Very little of the admissions process has been finalized.
Importantly, Avens does not yet know even how it will define the term “senior” for the purposes of acquiring a unit at Avens Pavilion. Already, several definitions are used in existing Avens buildings depending on the wording of applicable funding agreements.
“We have not officially decided on that,” said Turner. “It is something that is open for you folks to give us some feedback on.”
Dolynny added: “We have not yet put together our policies in terms of intake. We will have something in place by, most likely, the spring of next year.
“Right now, our focus is getting the building up and running on time and on budget.”
Hayden turned the question back to the audience, using the same real-time survey app to ask people in attendance what they thought the most important criteria should be for admission to Avens Pavilion.
Results displayed on the big screen suggested most respondents in the room felt the length of time someone had lived in the NWT should be a key factor, as should their financial and physical need, and the immediacy of that need.
What do Indigenous groups say?
Yellowknife resident and retired Anglican bishop Chris Williams at one point told Dolynny: “Looking around this room, we are a very Caucasian group.”
Williams asked what consultation had taken place with Indigenous groups regarding the Avens Pavilion project.

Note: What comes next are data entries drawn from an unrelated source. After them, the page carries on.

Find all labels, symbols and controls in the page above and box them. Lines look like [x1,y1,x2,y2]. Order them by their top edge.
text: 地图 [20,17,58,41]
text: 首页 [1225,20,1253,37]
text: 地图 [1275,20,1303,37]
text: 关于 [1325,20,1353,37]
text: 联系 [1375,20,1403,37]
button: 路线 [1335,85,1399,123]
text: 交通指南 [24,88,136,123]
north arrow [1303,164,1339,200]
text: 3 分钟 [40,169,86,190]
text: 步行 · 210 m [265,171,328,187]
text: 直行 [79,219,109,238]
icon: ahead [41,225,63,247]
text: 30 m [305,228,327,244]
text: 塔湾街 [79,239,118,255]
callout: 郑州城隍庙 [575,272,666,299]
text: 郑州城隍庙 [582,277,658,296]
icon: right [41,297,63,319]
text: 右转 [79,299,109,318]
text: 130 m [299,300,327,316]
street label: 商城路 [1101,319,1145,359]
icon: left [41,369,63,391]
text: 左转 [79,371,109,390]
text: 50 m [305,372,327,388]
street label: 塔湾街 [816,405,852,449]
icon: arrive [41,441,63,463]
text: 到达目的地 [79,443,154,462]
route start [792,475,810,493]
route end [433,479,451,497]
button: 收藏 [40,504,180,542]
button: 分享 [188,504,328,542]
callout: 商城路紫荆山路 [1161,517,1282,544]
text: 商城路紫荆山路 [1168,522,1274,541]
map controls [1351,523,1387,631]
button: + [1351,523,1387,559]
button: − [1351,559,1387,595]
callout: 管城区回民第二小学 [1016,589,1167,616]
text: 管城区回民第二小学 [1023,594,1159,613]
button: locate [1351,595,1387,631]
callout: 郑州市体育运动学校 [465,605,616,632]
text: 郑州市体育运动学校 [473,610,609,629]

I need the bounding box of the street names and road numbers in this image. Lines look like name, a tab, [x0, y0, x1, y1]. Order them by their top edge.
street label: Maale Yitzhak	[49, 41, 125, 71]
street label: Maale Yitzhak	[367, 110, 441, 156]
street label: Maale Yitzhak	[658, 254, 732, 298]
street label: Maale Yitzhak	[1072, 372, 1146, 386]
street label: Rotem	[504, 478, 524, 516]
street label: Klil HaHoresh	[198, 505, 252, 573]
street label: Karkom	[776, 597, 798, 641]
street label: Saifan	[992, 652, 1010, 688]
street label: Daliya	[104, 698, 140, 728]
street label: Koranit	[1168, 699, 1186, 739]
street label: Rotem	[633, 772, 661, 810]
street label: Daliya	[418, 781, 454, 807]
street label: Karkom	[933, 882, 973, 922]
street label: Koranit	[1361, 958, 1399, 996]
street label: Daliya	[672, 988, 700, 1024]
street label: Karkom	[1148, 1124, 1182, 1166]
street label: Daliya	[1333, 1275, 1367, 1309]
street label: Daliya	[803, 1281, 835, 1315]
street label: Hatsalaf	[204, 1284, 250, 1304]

“We’ve reached out to all community governments, all community stakeholders inclusively,” Dolynny replied.
“Avens is a very diverse organization. About 42 percent of our residents are from Indigenous cultures,” he said. “Of 130 staff, almost 46 percent of our staff are Indigenous. I’m confident that as we move forward, the multiculturalism of this building will reflect the vision and mission of Avens.”
Pressed by Williams on the matter of whether any Indigenous groups had been consulted, Dolynny replied: “Everyone was invited to this event, it is a public event. We also had a stakeholder event a couple of weeks ago … we have reached out.”
Throughout the evening, representatives of Avens emphasized the continuing nature of their engagement with all NWT residents and promised more would follow.
“The whole idea is to provide a campus that is a safe and caring community for life,” said Turner, discussing the various options still to be finalized.